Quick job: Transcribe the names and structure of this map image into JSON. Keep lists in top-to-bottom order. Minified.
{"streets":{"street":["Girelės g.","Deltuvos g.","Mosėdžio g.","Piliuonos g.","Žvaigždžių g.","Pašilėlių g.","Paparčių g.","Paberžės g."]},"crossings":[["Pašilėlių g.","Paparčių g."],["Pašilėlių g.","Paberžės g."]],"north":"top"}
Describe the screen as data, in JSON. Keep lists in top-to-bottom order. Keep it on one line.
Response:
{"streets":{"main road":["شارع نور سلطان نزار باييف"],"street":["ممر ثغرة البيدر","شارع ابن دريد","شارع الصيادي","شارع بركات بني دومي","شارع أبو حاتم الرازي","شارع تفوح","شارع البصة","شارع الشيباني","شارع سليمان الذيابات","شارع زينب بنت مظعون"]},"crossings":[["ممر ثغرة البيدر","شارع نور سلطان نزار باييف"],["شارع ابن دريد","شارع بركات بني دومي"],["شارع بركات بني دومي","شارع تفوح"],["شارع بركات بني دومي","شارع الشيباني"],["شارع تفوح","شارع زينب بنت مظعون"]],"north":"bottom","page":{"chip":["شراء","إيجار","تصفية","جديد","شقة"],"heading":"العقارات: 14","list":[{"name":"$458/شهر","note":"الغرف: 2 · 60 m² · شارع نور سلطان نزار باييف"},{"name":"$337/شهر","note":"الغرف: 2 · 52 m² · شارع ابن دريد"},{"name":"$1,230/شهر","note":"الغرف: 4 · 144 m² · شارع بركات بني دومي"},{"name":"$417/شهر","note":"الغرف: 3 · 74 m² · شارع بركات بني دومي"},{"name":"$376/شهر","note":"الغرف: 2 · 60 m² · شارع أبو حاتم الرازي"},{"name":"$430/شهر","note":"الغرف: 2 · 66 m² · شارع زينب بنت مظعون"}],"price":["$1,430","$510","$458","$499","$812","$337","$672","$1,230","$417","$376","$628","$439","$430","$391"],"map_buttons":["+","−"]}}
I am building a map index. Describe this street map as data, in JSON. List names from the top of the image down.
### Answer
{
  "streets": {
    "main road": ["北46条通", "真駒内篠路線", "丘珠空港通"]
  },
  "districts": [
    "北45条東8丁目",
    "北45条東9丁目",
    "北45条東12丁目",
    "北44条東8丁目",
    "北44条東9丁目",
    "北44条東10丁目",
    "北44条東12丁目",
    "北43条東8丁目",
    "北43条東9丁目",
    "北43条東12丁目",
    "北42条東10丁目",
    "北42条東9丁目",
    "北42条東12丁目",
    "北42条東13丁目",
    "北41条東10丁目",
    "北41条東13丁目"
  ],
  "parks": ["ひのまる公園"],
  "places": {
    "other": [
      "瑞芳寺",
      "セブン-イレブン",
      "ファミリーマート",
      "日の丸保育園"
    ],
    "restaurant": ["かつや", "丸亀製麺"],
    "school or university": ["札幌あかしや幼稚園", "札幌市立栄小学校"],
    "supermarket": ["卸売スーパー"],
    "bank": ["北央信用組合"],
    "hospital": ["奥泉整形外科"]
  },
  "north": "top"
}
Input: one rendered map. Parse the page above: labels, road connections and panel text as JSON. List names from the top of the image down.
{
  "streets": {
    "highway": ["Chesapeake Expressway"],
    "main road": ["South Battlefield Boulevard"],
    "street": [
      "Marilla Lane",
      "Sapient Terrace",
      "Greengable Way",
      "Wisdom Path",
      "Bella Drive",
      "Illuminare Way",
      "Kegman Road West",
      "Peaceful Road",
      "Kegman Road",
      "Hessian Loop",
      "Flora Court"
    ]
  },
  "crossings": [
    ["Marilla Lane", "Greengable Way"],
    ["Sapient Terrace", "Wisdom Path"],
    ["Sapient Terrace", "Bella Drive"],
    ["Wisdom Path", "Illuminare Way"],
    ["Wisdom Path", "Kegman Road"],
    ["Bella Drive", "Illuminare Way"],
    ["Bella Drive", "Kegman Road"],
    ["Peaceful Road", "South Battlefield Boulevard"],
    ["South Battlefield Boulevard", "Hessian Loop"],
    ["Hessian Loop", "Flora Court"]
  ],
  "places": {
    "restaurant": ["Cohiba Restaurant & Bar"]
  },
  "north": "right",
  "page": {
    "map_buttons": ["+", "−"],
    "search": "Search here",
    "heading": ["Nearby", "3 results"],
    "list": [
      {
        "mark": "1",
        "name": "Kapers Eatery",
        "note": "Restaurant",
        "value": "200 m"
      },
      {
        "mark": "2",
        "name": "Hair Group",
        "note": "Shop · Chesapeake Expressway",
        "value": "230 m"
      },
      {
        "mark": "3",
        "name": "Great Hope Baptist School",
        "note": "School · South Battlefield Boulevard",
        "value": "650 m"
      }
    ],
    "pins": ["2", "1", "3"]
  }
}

******

◆ Task directions
Reproduce the material verbatim, line by line.

◆ Your response
Quick job: Transcribe the names and structure of this map image into JSON. Keep lists in top-to-bottom order. Minified.
{"streets":{"street":["Girelės g.","Deltuvos g.","Mosėdžio g.","Piliuonos g.","Žvaigždžių g.","Pašilėlių g.","Paparčių g.","Paberžės g."]},"crossings":[["Pašilėlių g.","Paparčių g."],["Pašilėlių g.","Paberžės g."]],"north":"top"}
Describe the screen as data, in JSON. Keep lists in top-to-bottom order. Keep it on one line.
Response:
{"streets":{"main road":["شارع نور سلطان نزار باييف"],"street":["ممر ثغرة البيدر","شارع ابن دريد","شارع الصيادي","شارع بركات بني دومي","شارع أبو حاتم الرازي","شارع تفوح","شارع البصة","شارع الشيباني","شارع سليمان الذيابات","شارع زينب بنت مظعون"]},"crossings":[["ممر ثغرة البيدر","شارع نور سلطان نزار باييف"],["شارع ابن دريد","شارع بركات بني دومي"],["شارع بركات بني دومي","شارع تفوح"],["شارع بركات بني دومي","شارع الشيباني"],["شارع تفوح","شارع زينب بنت مظعون"]],"north":"bottom","page":{"chip":["شراء","إيجار","تصفية","جديد","شقة"],"heading":"العقارات: 14","list":[{"name":"$458/شهر","note":"الغرف: 2 · 60 m² · شارع نور سلطان نزار باييف"},{"name":"$337/شهر","note":"الغرف: 2 · 52 m² · شارع ابن دريد"},{"name":"$1,230/شهر","note":"الغرف: 4 · 144 m² · شارع بركات بني دومي"},{"name":"$417/شهر","note":"الغرف: 3 · 74 m² · شارع بركات بني دومي"},{"name":"$376/شهر","note":"الغرف: 2 · 60 m² · شارع أبو حاتم الرازي"},{"name":"$430/شهر","note":"الغرف: 2 · 66 m² · شارع زينب بنت مظعون"}],"price":["$1,430","$510","$458","$499","$812","$337","$672","$1,230","$417","$376","$628","$439","$430","$391"],"map_buttons":["+","−"]}}
I am building a map index. Describe this street map as data, in JSON. List names from the top of the image down.
### Answer
{
  "streets": {
    "main road": ["北46条通", "真駒内篠路線", "丘珠空港通"]
  },
  "districts": [
    "北45条東8丁目",
    "北45条東9丁目",
    "北45条東12丁目",
    "北44条東8丁目",
    "北44条東9丁目",
    "北44条東10丁目",
    "北44条東12丁目",
    "北43条東8丁目",
    "北43条東9丁目",
    "北43条東12丁目",
    "北42条東10丁目",
    "北42条東9丁目",
    "北42条東12丁目",
    "北42条東13丁目",
    "北41条東10丁目",
    "北41条東13丁目"
  ],
  "parks": ["ひのまる公園"],
  "places": {
    "other": [
      "瑞芳寺",
      "セブン-イレブン",
      "ファミリーマート",
      "日の丸保育園"
    ],
    "restaurant": ["かつや", "丸亀製麺"],
    "school or university": ["札幌あかしや幼稚園", "札幌市立栄小学校"],
    "supermarket": ["卸売スーパー"],
    "bank": ["北央信用組合"],
    "hospital": ["奥泉整形外科"]
  },
  "north": "top"
}
Input: one rendered map. Parse the page above: labels, road connections and panel text as JSON. List names from the top of the image down.
{
  "streets": {
    "highway": ["Chesapeake Expressway"],
    "main road": ["South Battlefield Boulevard"],
    "street": [
      "Marilla Lane",
      "Sapient Terrace",
      "Greengable Way",
      "Wisdom Path",
      "Bella Drive",
      "Illuminare Way",
      "Kegman Road West",
      "Peaceful Road",
      "Kegman Road",
      "Hessian Loop",
      "Flora Court"
    ]
  },
  "crossings": [
    ["Marilla Lane", "Greengable Way"],
    ["Sapient Terrace", "Wisdom Path"],
    ["Sapient Terrace", "Bella Drive"],
    ["Wisdom Path", "Illuminare Way"],
    ["Wisdom Path", "Kegman Road"],
    ["Bella Drive", "Illuminare Way"],
    ["Bella Drive", "Kegman Road"],
    ["Peaceful Road", "South Battlefield Boulevard"],
    ["South Battlefield Boulevard", "Hessian Loop"],
    ["Hessian Loop", "Flora Court"]
  ],
  "places": {
    "restaurant": ["Cohiba Restaurant & Bar"]
  },
  "north": "right",
  "page": {
    "map_buttons": ["+", "−"],
    "search": "Search here",
    "heading": ["Nearby", "3 results"],
    "list": [
      {
        "mark": "1",
        "name": "Kapers Eatery",
        "note": "Restaurant",
        "value": "200 m"
      },
      {
        "mark": "2",
        "name": "Hair Group",
        "note": "Shop · Chesapeake Expressway",
        "value": "230 m"
      },
      {
        "mark": "3",
        "name": "Great Hope Baptist School",
        "note": "School · South Battlefield Boulevard",
        "value": "650 m"
      }
    ],
    "pins": ["2", "1", "3"]
  }
}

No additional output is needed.